Brief. Each record below has to be printed verbatim.

Data for this exercise.
----
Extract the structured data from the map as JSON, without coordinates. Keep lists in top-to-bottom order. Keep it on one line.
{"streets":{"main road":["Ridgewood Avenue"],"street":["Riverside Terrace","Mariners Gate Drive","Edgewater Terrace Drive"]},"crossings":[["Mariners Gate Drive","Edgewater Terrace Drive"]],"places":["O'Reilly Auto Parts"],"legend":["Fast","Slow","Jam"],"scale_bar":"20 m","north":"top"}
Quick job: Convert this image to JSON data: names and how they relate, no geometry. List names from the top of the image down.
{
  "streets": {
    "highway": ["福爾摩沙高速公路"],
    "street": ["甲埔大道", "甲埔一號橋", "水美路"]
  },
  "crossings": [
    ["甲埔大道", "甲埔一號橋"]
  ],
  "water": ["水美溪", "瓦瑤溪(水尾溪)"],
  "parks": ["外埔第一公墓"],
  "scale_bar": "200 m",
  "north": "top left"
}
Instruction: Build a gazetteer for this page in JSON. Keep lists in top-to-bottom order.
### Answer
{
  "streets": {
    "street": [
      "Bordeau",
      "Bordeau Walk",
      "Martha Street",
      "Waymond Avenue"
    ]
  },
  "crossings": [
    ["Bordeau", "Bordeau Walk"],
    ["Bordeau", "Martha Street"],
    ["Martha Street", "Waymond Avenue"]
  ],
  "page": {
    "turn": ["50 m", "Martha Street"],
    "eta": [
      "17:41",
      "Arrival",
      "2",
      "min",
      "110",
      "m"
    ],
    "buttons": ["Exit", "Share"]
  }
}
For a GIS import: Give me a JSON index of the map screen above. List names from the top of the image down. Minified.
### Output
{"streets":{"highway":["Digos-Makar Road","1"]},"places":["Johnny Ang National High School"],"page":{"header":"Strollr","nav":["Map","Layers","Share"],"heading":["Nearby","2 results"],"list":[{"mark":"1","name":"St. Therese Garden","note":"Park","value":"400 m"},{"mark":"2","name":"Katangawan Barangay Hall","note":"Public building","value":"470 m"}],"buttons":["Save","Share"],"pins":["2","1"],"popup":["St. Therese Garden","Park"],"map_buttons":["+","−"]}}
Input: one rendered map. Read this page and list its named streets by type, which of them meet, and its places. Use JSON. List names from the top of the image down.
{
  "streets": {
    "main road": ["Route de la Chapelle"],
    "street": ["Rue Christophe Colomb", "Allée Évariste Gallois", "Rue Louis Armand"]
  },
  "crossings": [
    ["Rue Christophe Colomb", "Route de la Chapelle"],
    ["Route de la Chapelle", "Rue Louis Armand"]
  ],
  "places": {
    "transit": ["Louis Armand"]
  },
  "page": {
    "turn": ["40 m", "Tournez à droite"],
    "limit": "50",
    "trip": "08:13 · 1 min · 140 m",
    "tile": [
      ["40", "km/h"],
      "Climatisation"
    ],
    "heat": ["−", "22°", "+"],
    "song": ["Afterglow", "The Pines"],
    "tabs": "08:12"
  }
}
----
Result of the exercise.
Extract the structured data from the map as JSON, without coordinates. Keep lists in top-to-bottom order. Keep it on one line.
{"streets":{"main road":["Ridgewood Avenue"],"street":["Riverside Terrace","Mariners Gate Drive","Edgewater Terrace Drive"]},"crossings":[["Mariners Gate Drive","Edgewater Terrace Drive"]],"places":["O'Reilly Auto Parts"],"legend":["Fast","Slow","Jam"],"scale_bar":"20 m","north":"top"}
Quick job: Convert this image to JSON data: names and how they relate, no geometry. List names from the top of the image down.
{
  "streets": {
    "highway": ["福爾摩沙高速公路"],
    "street": ["甲埔大道", "甲埔一號橋", "水美路"]
  },
  "crossings": [
    ["甲埔大道", "甲埔一號橋"]
  ],
  "water": ["水美溪", "瓦瑤溪(水尾溪)"],
  "parks": ["外埔第一公墓"],
  "scale_bar": "200 m",
  "north": "top left"
}
Instruction: Build a gazetteer for this page in JSON. Keep lists in top-to-bottom order.
### Answer
{
  "streets": {
    "street": [
      "Bordeau",
      "Bordeau Walk",
      "Martha Street",
      "Waymond Avenue"
    ]
  },
  "crossings": [
    ["Bordeau", "Bordeau Walk"],
    ["Bordeau", "Martha Street"],
    ["Martha Street", "Waymond Avenue"]
  ],
  "page": {
    "turn": ["50 m", "Martha Street"],
    "eta": [
      "17:41",
      "Arrival",
      "2",
      "min",
      "110",
      "m"
    ],
    "buttons": ["Exit", "Share"]
  }
}
For a GIS import: Give me a JSON index of the map screen above. List names from the top of the image down. Minified.
### Output
{"streets":{"highway":["Digos-Makar Road","1"]},"places":["Johnny Ang National High School"],"page":{"header":"Strollr","nav":["Map","Layers","Share"],"heading":["Nearby","2 results"],"list":[{"mark":"1","name":"St. Therese Garden","note":"Park","value":"400 m"},{"mark":"2","name":"Katangawan Barangay Hall","note":"Public building","value":"470 m"}],"buttons":["Save","Share"],"pins":["2","1"],"popup":["St. Therese Garden","Park"],"map_buttons":["+","−"]}}
Input: one rendered map. Read this page and list its named streets by type, which of them meet, and its places. Use JSON. List names from the top of the image down.
{
  "streets": {
    "main road": ["Route de la Chapelle"],
    "street": ["Rue Christophe Colomb", "Allée Évariste Gallois", "Rue Louis Armand"]
  },
  "crossings": [
    ["Rue Christophe Colomb", "Route de la Chapelle"],
    ["Route de la Chapelle", "Rue Louis Armand"]
  ],
  "places": {
    "transit": ["Louis Armand"]
  },
  "page": {
    "turn": ["40 m", "Tournez à droite"],
    "limit": "50",
    "trip": "08:13 · 1 min · 140 m",
    "tile": [
      ["40", "km/h"],
      "Climatisation"
    ],
    "heat": ["−", "22°", "+"],
    "song": ["Afterglow", "The Pines"],
    "tabs": "08:12"
  }
}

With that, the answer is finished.